Last, but not least, a cup holder.  It's from Corazzo, they call it a coffee jacket.  It takes up literally no space.  Like the monocular, it's hardly ever used.  But there's that odd time when I want to take a cup of McDonalds coffee for a short ride.  Then it's priceless.
And that's it.

Saturday, October 11, 2014


In hommage to my late close friend Bob Leong, who preferred to go by his avatar BobSkoot, I wrote that Bob was full of good surprises. I was fond of thinking of Bob as a wizard. He had the gift of making good stuff happen.

With his passing, I resigned myself to a life without Bob's surprises.

Then I got an e-mail from Brad and Brandy.  It turns out that Bob would buy stuff from time to time and have it sent to Brad and Brandy in Oregon, taking advantage of free shipping offers that sadly don't extend north past the border. Bob was rarely in a rush to have the things he ordered, and was content to pick them up whenever circumstances allowed.

That was how Brad and Brandy came to be holding a purchase for Bob. With his untimely passing, it was destined never to be collected or delivered.

Unbeknownst to me, a consensus developed among west coast bloggers that Bob would have wanted me to have the item.

On Wednesday it arrived on my doorstep.
It didn't take long for me to tear the wrapping off like a little kid on Christmas morning.
What the heck is it?

Well it's this.
An amazingly well thought-out, high-performance, portable, 12 volt air pump. It gets its power from the vehicle's electrical system. You can tell it's designed for the moto community because it's compact, it has a robust lossless screw-on air chuck, and the primary electrical connection terminates in a female two-prong SAE connector.

Stock Vespas don't have one of those, but I do. I installed one direct from the battery, hours prior to my departure on last's year's moto trip with... guess who... Bob.

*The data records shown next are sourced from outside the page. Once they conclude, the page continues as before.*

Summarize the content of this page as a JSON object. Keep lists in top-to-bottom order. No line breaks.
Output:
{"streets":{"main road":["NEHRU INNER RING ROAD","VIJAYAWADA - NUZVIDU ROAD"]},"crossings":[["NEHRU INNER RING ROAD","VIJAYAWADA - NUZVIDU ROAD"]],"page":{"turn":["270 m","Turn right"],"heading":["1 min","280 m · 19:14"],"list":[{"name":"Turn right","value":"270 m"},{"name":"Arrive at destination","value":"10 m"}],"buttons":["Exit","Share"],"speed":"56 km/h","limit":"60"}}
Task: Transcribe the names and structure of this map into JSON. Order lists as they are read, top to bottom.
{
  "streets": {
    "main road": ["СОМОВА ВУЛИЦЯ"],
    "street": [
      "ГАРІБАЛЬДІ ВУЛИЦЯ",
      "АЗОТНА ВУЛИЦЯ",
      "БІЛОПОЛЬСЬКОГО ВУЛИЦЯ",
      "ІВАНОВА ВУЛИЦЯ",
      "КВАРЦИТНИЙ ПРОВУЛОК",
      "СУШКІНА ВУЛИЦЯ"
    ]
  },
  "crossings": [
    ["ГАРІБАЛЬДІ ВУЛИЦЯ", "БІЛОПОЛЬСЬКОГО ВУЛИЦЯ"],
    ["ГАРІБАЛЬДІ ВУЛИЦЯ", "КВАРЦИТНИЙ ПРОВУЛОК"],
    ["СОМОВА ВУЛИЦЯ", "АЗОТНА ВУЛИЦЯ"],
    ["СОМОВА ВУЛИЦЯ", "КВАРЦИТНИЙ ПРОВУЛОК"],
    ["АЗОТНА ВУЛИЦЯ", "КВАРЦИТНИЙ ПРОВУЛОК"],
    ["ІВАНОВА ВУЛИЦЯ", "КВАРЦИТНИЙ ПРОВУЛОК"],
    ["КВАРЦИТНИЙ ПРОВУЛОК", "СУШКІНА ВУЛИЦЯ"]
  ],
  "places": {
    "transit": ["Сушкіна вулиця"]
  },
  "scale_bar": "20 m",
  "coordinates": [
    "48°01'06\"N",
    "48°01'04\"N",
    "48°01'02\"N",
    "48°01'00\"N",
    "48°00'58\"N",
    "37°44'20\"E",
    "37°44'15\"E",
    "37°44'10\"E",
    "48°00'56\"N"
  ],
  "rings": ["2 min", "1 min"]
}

The line, which is fused at 10 amps, runs from the battery compartment in the floor, back through the bike, and exits just below the left rear fairing.
This pump kicks butt!

I tried it out minutes after unwrapping it and it's by far the best way yet to adjust the tire pressure on my Vespa.
My full size air compressor is technically superior, but when you factor in turning it on, waking the dead while it builds pressure in the tank, uncoiling the hose, connecting the hose, plugging in the tire filler attachment, and clipping the business end onto the valve, the MotoPump is way, way, more convenient than the full size compressor.  That doesn't factor in the time it takes to take the compressor components off, empty the tank, store the hose and accessories, and so on.

Comparing the MotoPump to the portable 12V pump I had been keeping on the bike for emergencies, the MotoPump takes up a lot less room than my former loud and painfully slow portable pump that had no built-in gauge or worklight.  The MotoPump also comes with an array of accessories that will allow you to inflate anything, and includes both an extension with a standard car 12V plug, and, for good measure, an extension with battery terminal alligator clamps, just in case you're servicing an ATV or a farm tractor (nudge nudge, hint hint, wink, wink).  Even with the accessories, it still takes up a lot less room than my old pump.  The MotoPump is also amazingly fast for a portable pump.  In fact, it's amazingly fast for any pump; period.

Armed with this baby in my Vespa's underseat compartment, I could rescue stranded motorists in full-size SUVs!  Wouldn't that be a hoot!  Next time I see a stranded motorist, I'm going to stop.

Here's proof:


Thanks Bob, wherever you are, I feel you smiling, truly I do.  And thanks to Brad, and Brandy, and Richard if I'm not mistaken, for your kindness in making this happen.

I am blown away (sorry for the pun).